U.S. Grants Legalization, with No Path to Citizenship, to Some Migrants

By David North on July 11, 2019

The Congress of the United States, late last month, passed a legalization program which will provide permanent legal status to a specific class of migrants, but those aliens will never become citizens and never will be able to vote. Nor will they be able to create chain migration.

Why has there been nothing in the press about this?  

There's a good reason.

To be more specific, the Congress did that but only for some aliens (largely from the Philippines and China) who have lived in the Commonwealth of the Northern Mariana Islands since 2009, and their legal status is only in the CNMI, they cannot use it to move to other parts of the United States, or to become either permanent resident aliens or citizens. Most arrived legally as guest workers.

CNMI, a U.S. jurisdiction under different arrangements since the end of WWII, lies north of Guam in the Western Pacific; the major island is Saipan, and it used to be the site of horrific garment sweatshops.

President Trump signed this legislation, Public Law 116-24, on June 25.   

This new arrangement has some positive aspects for these aliens: they will no longer have to obtain and renew residence permits, and their status in the islands no longer relates to being in the good graces of their employers.

More importantly, it has major positive overtones for the CNMI Establishment; the workers will remain (CNMI depends on them) and their wages will be low; and even more significant for the indigenous population, the Chamorros, the comparatively huge guest worker population will never vote, but their U.S. born children, who are citizens, will. But that impact will come later.

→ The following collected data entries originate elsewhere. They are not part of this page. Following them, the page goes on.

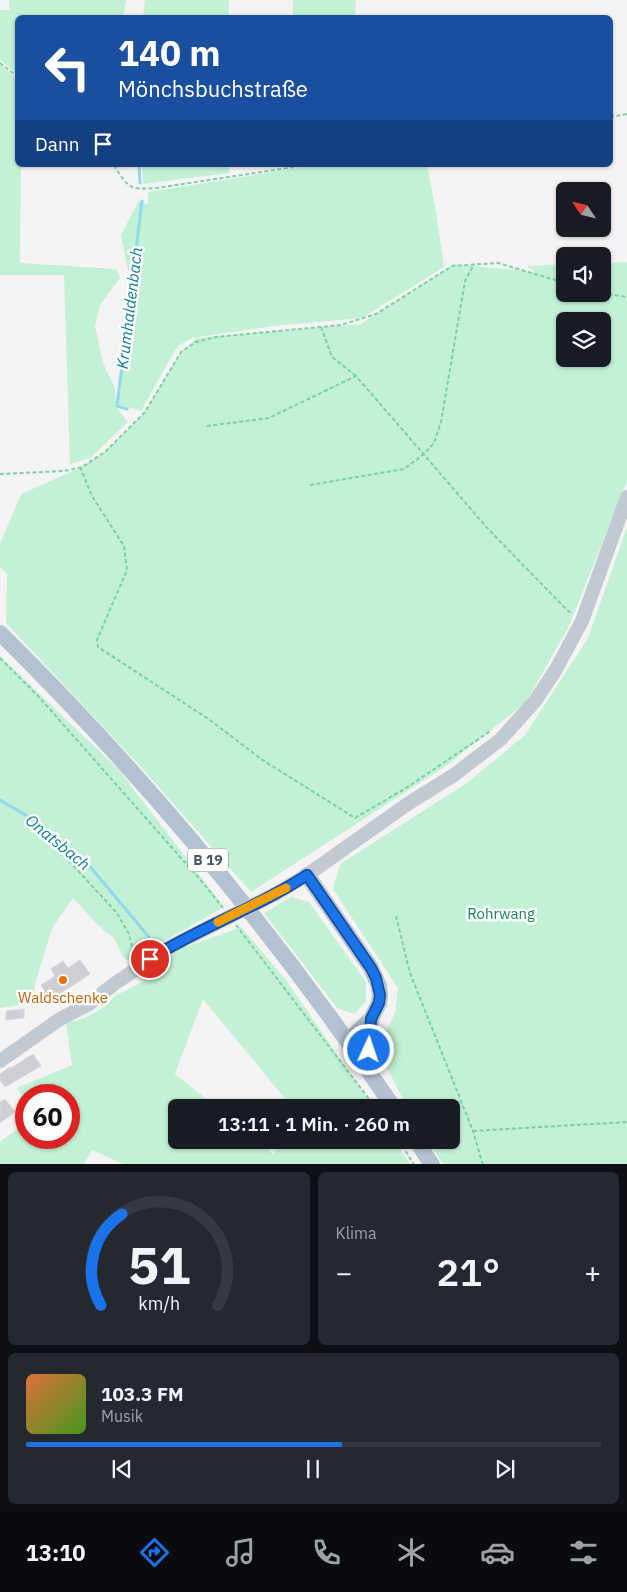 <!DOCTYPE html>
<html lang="de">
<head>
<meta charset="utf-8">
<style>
	:root { --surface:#171b24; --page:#242831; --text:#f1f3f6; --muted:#9ea1a6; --line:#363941; --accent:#1a73e8 }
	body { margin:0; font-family:"IBM Plex Sans",sans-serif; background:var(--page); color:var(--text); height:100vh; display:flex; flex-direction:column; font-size:19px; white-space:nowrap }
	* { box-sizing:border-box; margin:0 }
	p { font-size:16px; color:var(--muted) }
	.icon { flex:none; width:28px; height:28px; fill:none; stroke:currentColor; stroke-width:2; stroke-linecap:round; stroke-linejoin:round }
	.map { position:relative; height:1164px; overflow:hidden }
	.panel { display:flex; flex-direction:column; gap:8px; padding:8px; background:#0d0f14; flex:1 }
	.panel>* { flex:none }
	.guide { position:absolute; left:15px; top:15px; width:598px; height:152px; border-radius:8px; box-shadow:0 1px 4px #0004; background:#1a4fa0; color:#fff; overflow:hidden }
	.needle { width:32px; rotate:305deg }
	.fabs { position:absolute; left:556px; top:182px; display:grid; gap:10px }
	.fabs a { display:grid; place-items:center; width:55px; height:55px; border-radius:8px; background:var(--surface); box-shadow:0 1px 4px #0004; font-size:25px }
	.speed { position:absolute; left:15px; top:1084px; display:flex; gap:10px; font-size:25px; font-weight:700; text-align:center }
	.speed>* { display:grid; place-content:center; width:65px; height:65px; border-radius:50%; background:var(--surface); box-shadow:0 1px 4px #0004; line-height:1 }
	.speed .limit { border:8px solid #d22; background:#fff; color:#111 }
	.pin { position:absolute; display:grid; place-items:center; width:42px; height:42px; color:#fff; margin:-21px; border:2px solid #fff; border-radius:50%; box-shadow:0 1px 5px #0007 }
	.me { position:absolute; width:55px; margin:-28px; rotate:3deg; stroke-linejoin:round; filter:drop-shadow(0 0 4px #0008) }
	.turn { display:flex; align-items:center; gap:18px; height:105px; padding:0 20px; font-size:22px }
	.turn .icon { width:65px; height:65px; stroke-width:2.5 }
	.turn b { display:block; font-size:35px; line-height:42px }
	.then { display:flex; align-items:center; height:48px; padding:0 20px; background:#0003; gap:10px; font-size:19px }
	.big { font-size:38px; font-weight:600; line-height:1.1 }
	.panel .card { flex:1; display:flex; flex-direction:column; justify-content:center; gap:8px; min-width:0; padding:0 18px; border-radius:8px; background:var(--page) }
	.panel .dial { align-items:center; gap:0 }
	.dial svg { height:130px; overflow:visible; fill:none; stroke:var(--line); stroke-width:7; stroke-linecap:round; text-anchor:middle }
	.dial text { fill:var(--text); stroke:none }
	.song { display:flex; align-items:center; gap:15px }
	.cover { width:60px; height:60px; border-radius:8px; background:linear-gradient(135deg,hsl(20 70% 55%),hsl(100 70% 35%)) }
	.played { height:5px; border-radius:2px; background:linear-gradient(90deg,var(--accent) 55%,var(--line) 55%) }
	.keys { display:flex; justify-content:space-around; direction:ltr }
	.heat { display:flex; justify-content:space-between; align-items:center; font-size:28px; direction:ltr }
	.panel .tiles { flex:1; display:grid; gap:8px; grid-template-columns:1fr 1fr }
	.card:last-child { grid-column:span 2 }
	.trip { position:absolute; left:168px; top:1099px; width:292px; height:50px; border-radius:8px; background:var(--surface); box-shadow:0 1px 4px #0004; font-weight:600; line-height:50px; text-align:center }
	.menu { display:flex; height:80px; justify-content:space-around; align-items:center; background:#090b0e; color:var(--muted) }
	.menu .icon { width:35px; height:35px }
	.menu .current { color:var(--accent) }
	.menu b { font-size:22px; color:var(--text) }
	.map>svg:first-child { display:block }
	.green { fill:#c3f1d5; fill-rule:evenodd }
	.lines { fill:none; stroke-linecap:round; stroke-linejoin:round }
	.stream { stroke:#90daee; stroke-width:3 }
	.building { fill:#cdcfd5; stroke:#d7d9de }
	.path { stroke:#7ad0a6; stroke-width:2; stroke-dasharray:4 2.5; stroke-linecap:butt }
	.minor { stroke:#c1cad2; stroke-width:14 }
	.major { stroke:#b3c2d1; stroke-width:16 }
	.minor-bridge { stroke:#c1cad2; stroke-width:14 }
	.route-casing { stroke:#114b97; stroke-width:12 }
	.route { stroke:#1a73e8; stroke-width:9 }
	.slow { stroke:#f59e0b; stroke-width:9 }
	.food-dot { fill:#e8710a; stroke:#fff; stroke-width:2 }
	.labels { text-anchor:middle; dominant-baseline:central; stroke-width:5; stroke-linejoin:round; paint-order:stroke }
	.shield { fill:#fff; stroke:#808990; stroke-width:1 }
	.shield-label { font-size:14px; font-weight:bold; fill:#4a5661 }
	.park-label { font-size:15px; fill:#17864f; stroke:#fff }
	.food-label { font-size:15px; fill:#c56008; stroke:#fff }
	.water-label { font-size:16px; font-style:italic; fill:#0c7c9b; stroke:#fff }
</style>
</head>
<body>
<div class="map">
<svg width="627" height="1165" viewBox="0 0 627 1165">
	<rect width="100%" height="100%" fill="#f5f3f3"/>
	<g class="green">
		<path d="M 9,0 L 126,0 L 123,17 L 18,18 L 17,74 L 0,60 L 0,10 L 10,10 Z"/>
		<path d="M 145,0 L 229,0 L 229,17 L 143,17 Z"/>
		<path d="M 293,0 L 356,0 L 355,17 L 293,17 Z"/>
		<path d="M 0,64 L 17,79 L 18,165 L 21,165 L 20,263 L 116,269 L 120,278 L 100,305 L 95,326 L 103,363 L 115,388 L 116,403 L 137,271 L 128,270 L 121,235 L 138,202 L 148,204 L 148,192 L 317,165 L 427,165 L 435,206 L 444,267 L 362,318 L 273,326 L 192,338 L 178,346 L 169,361 L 141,411 L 116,404 L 117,408 L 128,422 L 90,458 L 70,464 L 64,275 L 0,275 Z"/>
		<path d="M 142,165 L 229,165 L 229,173 L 143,184 Z"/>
		<path d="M 627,262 L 627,481 L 569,626 L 526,702 L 446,766 L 251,892 L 141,767 L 6,623 L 7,574 L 0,567 L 0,544 L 21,494 L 82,467 L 105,452 L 145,412 L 181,352 L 197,338 L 361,324 L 454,264 L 535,272 L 527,266 L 565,264 L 565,294 L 602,294 L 603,263 ZM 565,321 L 602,321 L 602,359 L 565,359 Z"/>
		<path d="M 627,527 L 627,1164 L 443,1164 L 427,1140 L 451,1140 L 451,1108 L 407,1107 L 386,1066 L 382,1040 L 395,1013 L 398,988 L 333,889 L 340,864 L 467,783 L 525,735 L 588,638 Z"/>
		<path d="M 0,656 L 118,769 L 224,907 L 129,961 L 123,957 L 114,938 L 100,927 L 73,898 L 52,928 L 36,981 L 31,1003 L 0,1008 Z"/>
		<path d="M 291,897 L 309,902 L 366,982 L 366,1001 L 354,1014 L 337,1008 L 264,913 Z"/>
		<path d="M 241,927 L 286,980 L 373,1107 L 292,1107 L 203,999 L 175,1074 L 216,1107 L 176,1108 L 176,1140 L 256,1140 L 273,1154 L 285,1140 L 394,1140 L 410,1164 L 123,1164 L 92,1150 L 84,1164 L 0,1165 L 0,1142 L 26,1122 L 26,1138 L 69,1138 L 69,1095 L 26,1095 L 26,1102 L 17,1088 L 72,1065 L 66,1023 L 85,1018 L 103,1008 L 115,996 L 150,978 L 144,968 L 181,949 Z"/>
	</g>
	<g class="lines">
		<g class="stream">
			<path d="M 139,165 L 140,183"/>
			<path d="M 127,409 L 117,406 L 142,201"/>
			<path d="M 0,800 L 39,823 L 87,863 L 149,937"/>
		</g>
	</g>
	<g class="building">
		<path d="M 80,960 L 90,974 L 49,1001 L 43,992 L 45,991 L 41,985 L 55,976 L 51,969 L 63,961 L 68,968 Z"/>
		<path d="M 24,1009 L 24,1018 L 6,1020 L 6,1011 Z"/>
		<path d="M 33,1054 L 41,1066 L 5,1087 L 0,1080 L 0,1074 L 10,1067 L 11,1068 Z"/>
		<path d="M 5,1099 L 15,1112 L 0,1123 L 0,1102 Z"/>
	</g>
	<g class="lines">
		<g class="path">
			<path d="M 0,63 L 18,77"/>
			<path d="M 610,117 L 627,114"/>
			<path d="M 114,165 C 128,188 129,190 157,188 L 307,165"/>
			<path d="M 602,293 L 627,297"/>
			<path d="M 321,327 L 332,357 L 356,376"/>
			<path d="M 207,426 L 269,418 L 356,376 L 489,530 L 566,609 L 572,614"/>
			<path d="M 80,467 L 92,496 L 124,546 L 127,570 L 97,640 L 98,647 L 210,720 L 261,759 L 355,818 L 406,788 L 492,730"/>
			<path d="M 0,474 L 64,471 L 82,467 L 105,452 L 145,412 L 181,352 L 196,342 L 216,337 L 341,325 L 376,314 L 452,266 L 498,263 L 565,283"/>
			<path d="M 310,485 L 404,469 L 424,454 L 434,443 L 441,422 L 465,281 L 474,264"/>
			<path d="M 0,658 L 39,697 L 204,884 L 223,908"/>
			<path d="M 69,861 L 117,913 L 129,934 L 134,957"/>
			<path d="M 396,916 L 410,973 L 473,1131 L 483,1165"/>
			<path d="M 236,925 L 376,1108"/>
			<path d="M 473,1131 L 627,1122"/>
			<path d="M 399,1140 L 414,1165"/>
		</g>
		<g class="minor">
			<path d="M 275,894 L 307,875 L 409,803 L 454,775 L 501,739 L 535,701 L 555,671 L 582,621 L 627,497"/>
			<path d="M 0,1061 L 60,1019 L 89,1004 L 114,984 L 168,948 L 221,921"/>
		</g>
		<g class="major">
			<path d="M 0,633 C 147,778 278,937 394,1108"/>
			<path d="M 307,875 L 371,968 L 379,986 L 380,995 L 379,1003 L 371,1019 L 348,1041"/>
			<path d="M 371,1074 L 369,1040 L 371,1019"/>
			<path d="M 416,1140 L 432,1165"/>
		</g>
		<path class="minor-bridge" d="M 221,921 L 275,894"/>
	</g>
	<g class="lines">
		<defs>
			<path id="route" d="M 150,959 C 200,927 257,908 307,875 L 371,968 L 376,978 L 380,995 L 379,1003 L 371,1019 L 369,1050"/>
		</defs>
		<use href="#route" class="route-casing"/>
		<use href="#route" class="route"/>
		<path class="slow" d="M 218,922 L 286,888"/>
	</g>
	<circle class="food-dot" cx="63" cy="980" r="5"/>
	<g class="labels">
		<rect class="shield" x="188" y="848.5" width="40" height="23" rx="4"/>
		<g class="shield-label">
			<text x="208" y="860">B 19</text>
		</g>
		<g class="park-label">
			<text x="501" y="913">Rohrwang</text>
		</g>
		<g class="food-label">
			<text x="63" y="997">Waldschenke</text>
		</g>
		<g class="water-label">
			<text transform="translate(129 308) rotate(-83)">Krumhaldenbach</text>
			<text transform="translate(58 842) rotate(39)">Onatsbach</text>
		</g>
	</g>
</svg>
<div class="fabs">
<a><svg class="needle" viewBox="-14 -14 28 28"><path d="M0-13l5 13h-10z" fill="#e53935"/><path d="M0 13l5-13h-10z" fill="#9ea1a6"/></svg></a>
<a><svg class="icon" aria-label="sound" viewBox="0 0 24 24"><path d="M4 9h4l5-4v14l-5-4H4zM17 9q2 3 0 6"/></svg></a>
<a><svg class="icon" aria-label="layers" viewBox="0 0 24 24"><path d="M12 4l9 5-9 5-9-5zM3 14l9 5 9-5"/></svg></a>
</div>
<div class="speed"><div class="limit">60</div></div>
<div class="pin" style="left:150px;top:959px;background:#d93025"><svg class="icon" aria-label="arrive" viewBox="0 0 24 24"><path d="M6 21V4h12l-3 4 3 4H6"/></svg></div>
<svg class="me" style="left:369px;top:1050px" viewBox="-20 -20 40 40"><circle r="17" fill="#1a73e8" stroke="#fff" stroke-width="3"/><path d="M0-11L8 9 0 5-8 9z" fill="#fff"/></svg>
<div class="trip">13:11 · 1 Min. · 260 m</div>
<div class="guide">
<div class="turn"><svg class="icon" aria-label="left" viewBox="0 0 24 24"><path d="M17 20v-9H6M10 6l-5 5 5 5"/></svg><div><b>140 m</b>Mönchsbuchstraße</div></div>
<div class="then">Dann<svg class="icon" aria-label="arrive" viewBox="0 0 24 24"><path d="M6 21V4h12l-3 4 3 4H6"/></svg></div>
</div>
</div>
<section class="panel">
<div class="tiles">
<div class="card dial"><svg viewBox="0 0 100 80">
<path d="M14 69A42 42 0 1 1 86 69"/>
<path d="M14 69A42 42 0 0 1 27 13" stroke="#1a73e8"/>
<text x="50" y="56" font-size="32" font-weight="700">51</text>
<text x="50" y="72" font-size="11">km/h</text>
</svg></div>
<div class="card"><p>Klima</p>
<div class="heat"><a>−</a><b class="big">21°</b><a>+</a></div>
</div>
<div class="card">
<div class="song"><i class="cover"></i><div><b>103.3 FM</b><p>Musik</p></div></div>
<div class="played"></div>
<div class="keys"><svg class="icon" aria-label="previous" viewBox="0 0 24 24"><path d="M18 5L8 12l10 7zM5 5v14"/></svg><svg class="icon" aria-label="pause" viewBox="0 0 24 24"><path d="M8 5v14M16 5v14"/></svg><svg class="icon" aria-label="next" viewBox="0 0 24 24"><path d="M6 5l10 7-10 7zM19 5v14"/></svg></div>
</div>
</div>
</section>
<nav class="menu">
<b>13:10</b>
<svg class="icon current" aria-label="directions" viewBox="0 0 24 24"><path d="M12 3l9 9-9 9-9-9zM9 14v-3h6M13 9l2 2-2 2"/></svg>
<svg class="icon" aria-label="music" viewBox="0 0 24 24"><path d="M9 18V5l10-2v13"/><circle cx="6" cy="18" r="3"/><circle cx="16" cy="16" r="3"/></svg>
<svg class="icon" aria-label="phone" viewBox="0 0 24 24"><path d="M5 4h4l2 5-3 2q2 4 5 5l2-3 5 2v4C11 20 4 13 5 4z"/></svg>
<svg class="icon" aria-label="climate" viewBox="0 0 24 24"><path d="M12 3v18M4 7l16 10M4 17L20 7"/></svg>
<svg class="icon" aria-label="car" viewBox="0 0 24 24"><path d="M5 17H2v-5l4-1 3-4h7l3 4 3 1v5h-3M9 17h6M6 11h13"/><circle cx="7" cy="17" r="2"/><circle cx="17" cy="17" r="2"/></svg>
<svg class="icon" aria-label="filters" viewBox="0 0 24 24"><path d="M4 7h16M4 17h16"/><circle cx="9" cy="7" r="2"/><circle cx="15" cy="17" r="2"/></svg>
</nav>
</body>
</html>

The territory’s voteless delegate, Ron Sablan (D-CNMI) carried the legislation, which was endorsed by the current Republican governor, Ralph Torres, and by the islands' Chamber of Commerce. An earlier attempt by Sablan to pass this modest reform had been blocked by an earlier GOP governor of the islands, Benigno Fitial, who persuaded Republicans in the
U.S. House to vote against it.  

Fitial, a one-time ally of notorious sweatshops lobbyist Jack Abramoff, was subsequently impeached by the lower house of the CNMI legislature, and resigned rather than face a trial in the CNMI Senate. He was the 13th Governor in American history to be impeached.

The numbers involved are tiny by Mainland standards, but significant in the Marianas, which had an estimated population of 55,154 in 2017. The Department of Homeland Security estimates that some 1,039 aliens will benefit from the bill. They will be drawn from a larger population of non-immigrants, those with CW-1 visas, a group of foreign workers who are only entitled to work in CNMI.  

In the last year for which we have complete data, 2017, 13,548 CW-1 visas were issued. There are also much smaller numbers of  non-immigrants in the islands who work under the H-1B and H-2A programs.

Because of current and past guest worker programs, the percentage of foreign born in these islands, 45 percent, is more than three times the percentage of foreign born on the Mainland, which is about 14 percent.

Ironies. The House Democrats, who would not think of considering an amnesty this narrow for Mainland aliens, were among those who blithely passed the bill on a voice vote on June 3 of this year.

Ronald Reagan, when faced with a somewhat similar situation in the U.S. Virgin Islands, signed Public Law 97-271 on September 30, 1982. It dealt with ten times as many aliens, and gave them all full green card status; those granted this status could use it anywhere in the States.

I was paying attention at the time, having secured a small Ford Foundation grant to examine that amnesty; it was a pleasant assignment.